Seventeen-year-old Emma Duvall and her mother, a surgeon, have always moved a lot, but the teen doesn’t ask too many questions. As Emma approaches her high school graduation, Seattle is feeling like home; it’s the first place the pair has set down roots. Things are great until Emma starts seeing supernatural creatures with shining eyes, but the biggest surprise is her mysterious ability to fight them. During combat, she “drank their power” until her eyes glowed green and they were vanquished. Add in the new boys Rowek Zennett, who is “gorgeous in a dangerous way,” and Blaze Thomas, who is hunting him, and life just got extremely complicated. They each tug Emma’s heart in a different way and seek her allegiance along with her power.
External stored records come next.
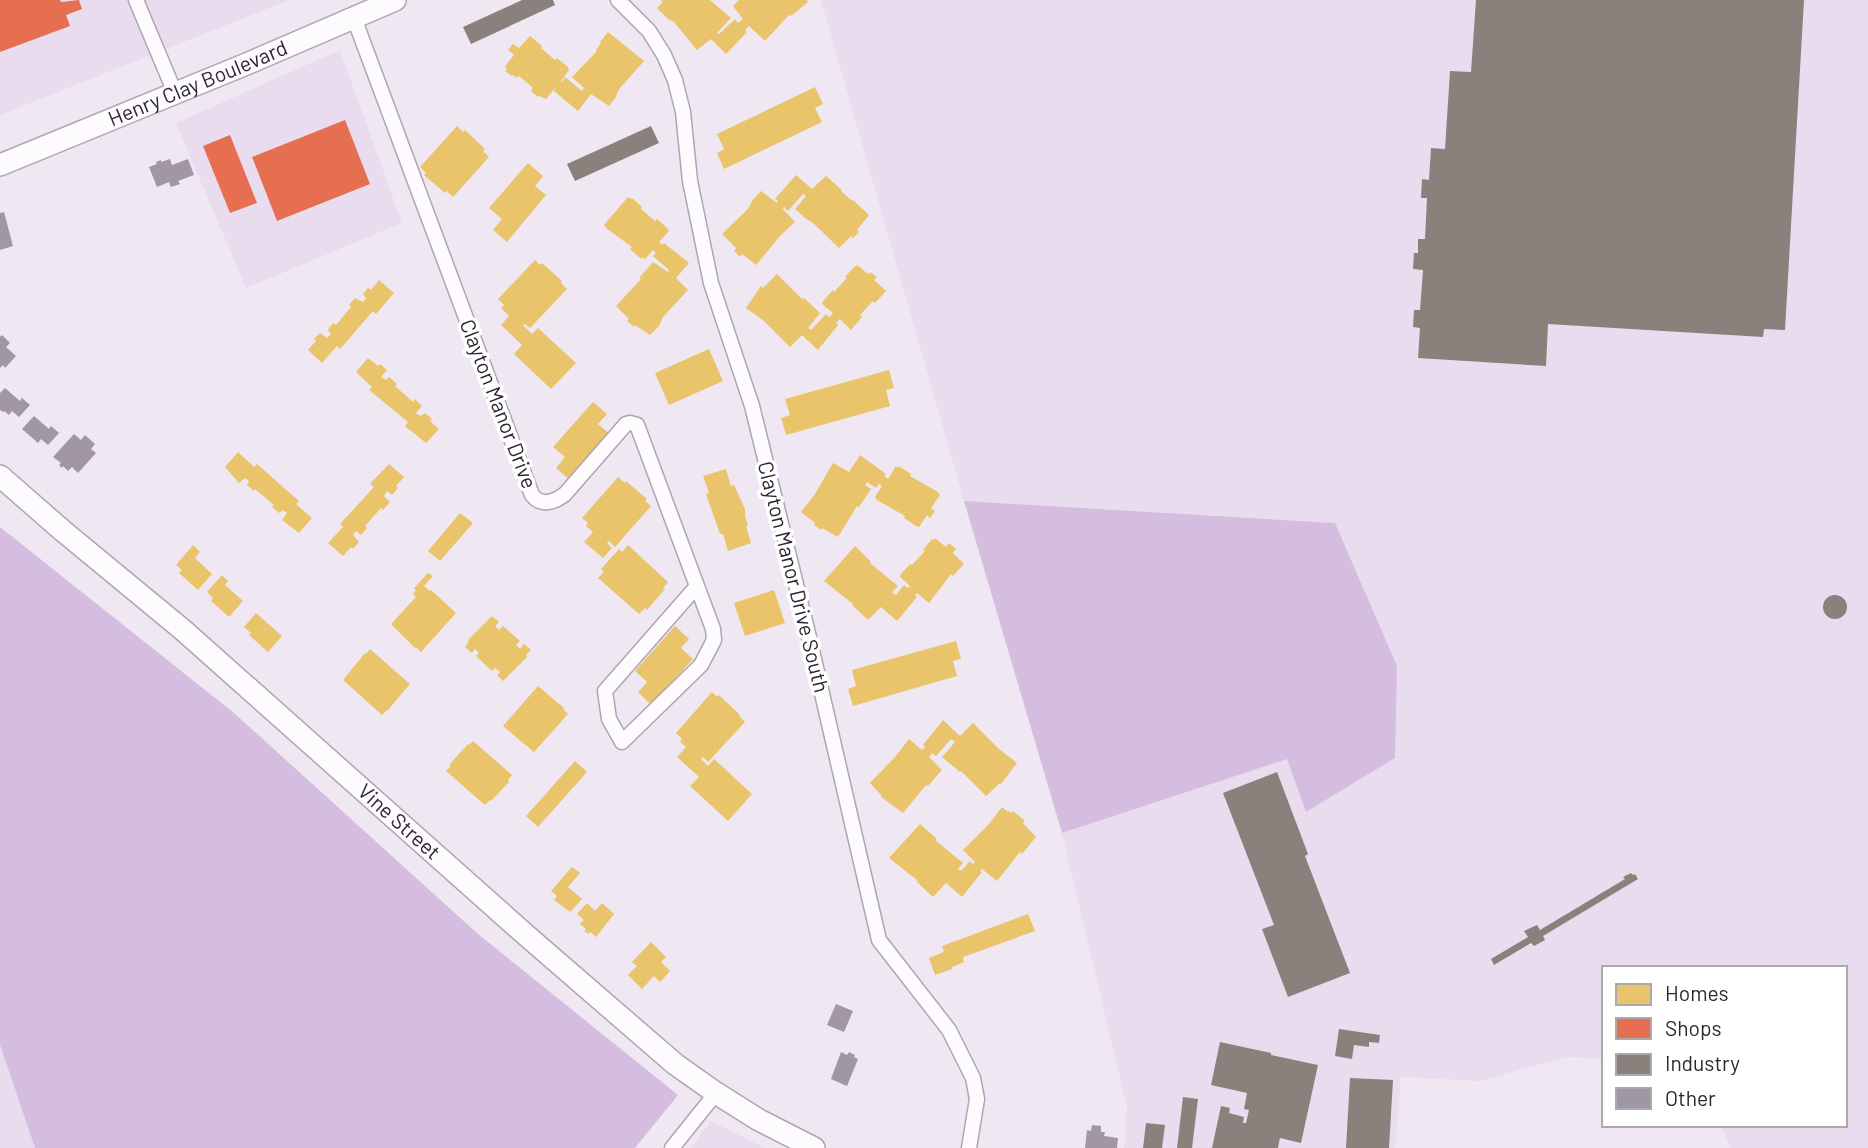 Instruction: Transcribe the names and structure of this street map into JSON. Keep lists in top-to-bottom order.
{
  "streets": {
    "street": [
      "Henry Clay Boulevard",
      "Clayton Manor Drive",
      "Clayton Manor Drive South",
      "Vine Street"
    ]
  },
  "crossings": [
    ["Henry Clay Boulevard", "Clayton Manor Drive"]
  ],
  "legend": [
    "Homes",
    "Shops",
    "Industry",
    "Other"
  ]
} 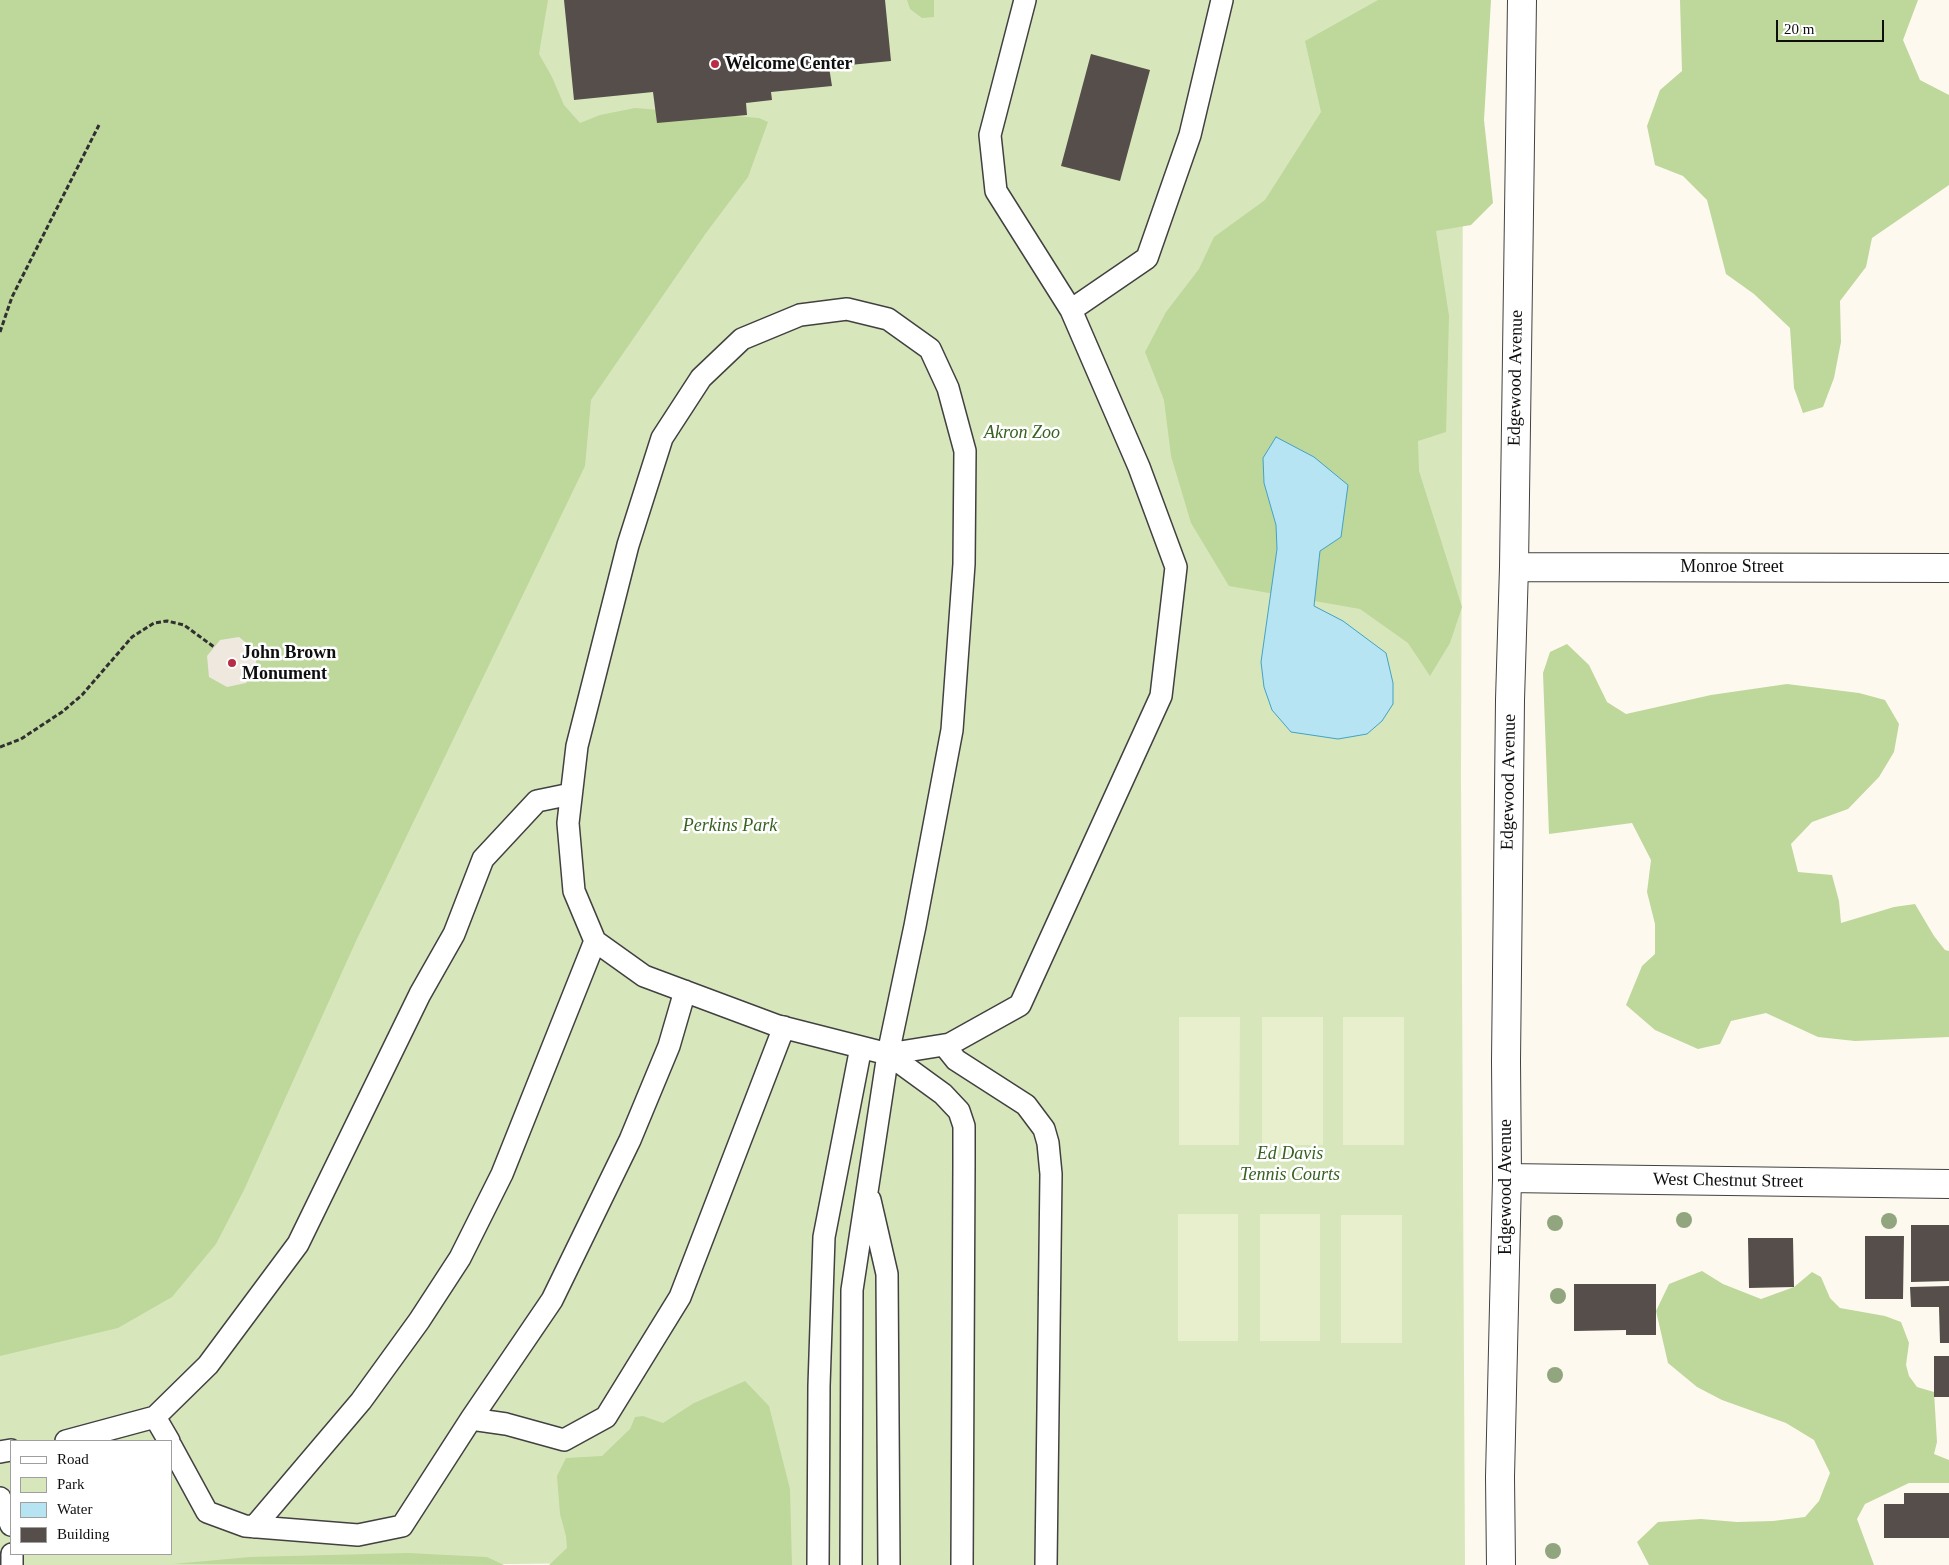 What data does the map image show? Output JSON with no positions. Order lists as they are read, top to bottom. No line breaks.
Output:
{"streets":{"street":["Edgewood Avenue","Monroe Street","West Chestnut Street"]},"crossings":[["Edgewood Avenue","Monroe Street"],["Edgewood Avenue","West Chestnut Street"]],"parks":["Akron Zoo","Perkins Park","Ed Davis Tennis Courts"],"places":["Welcome Center","John Brown Monument"],"legend":["Road","Park","Water","Building"],"scale_bar":"20 m"} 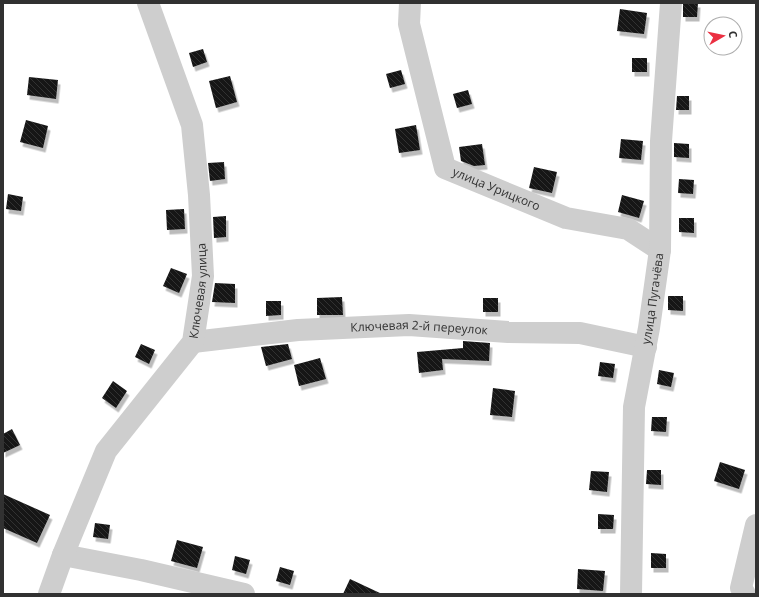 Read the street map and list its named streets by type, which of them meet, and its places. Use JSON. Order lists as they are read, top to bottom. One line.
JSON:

It’s unclear whether they want to protect her or merely possess her. When Emma finally gets some answers, an ancient battle between demons and the warriors who seek to eradicate them on Earth is revealed. Either Rowek or Blaze could be a demon, but they only tell stories that suit themselves, so Emma can’t trust anyone, her mother included. Until the origin of Emma’s amazing ability and how her mother’s enigmatic past figures into it become clear, the teen can’t follow her heart toward love or desire. As a first-time author, Matsen already wields impressive worldbuilding chops. In this scintillating series opener, the newly unfurled clash between Rowek and Blaze is smoothly and satisfyingly fleshed out, although the power struggle among different demon generals who command various underlings becomes confusing. There’s also no shortage of romantic tension, at times pushing the boundaries of what some parents will be comfortable with in a YA novel. Emma’s mother is the biggest weakness, feeling one-dimensional and absent, although this is somewhat explained by her duties as a surgeon. But Emma’s burgeoning power and her fantastical love triangle set the stage for an intriguing conflict in the next volume, one that readers will be eagerly anticipating.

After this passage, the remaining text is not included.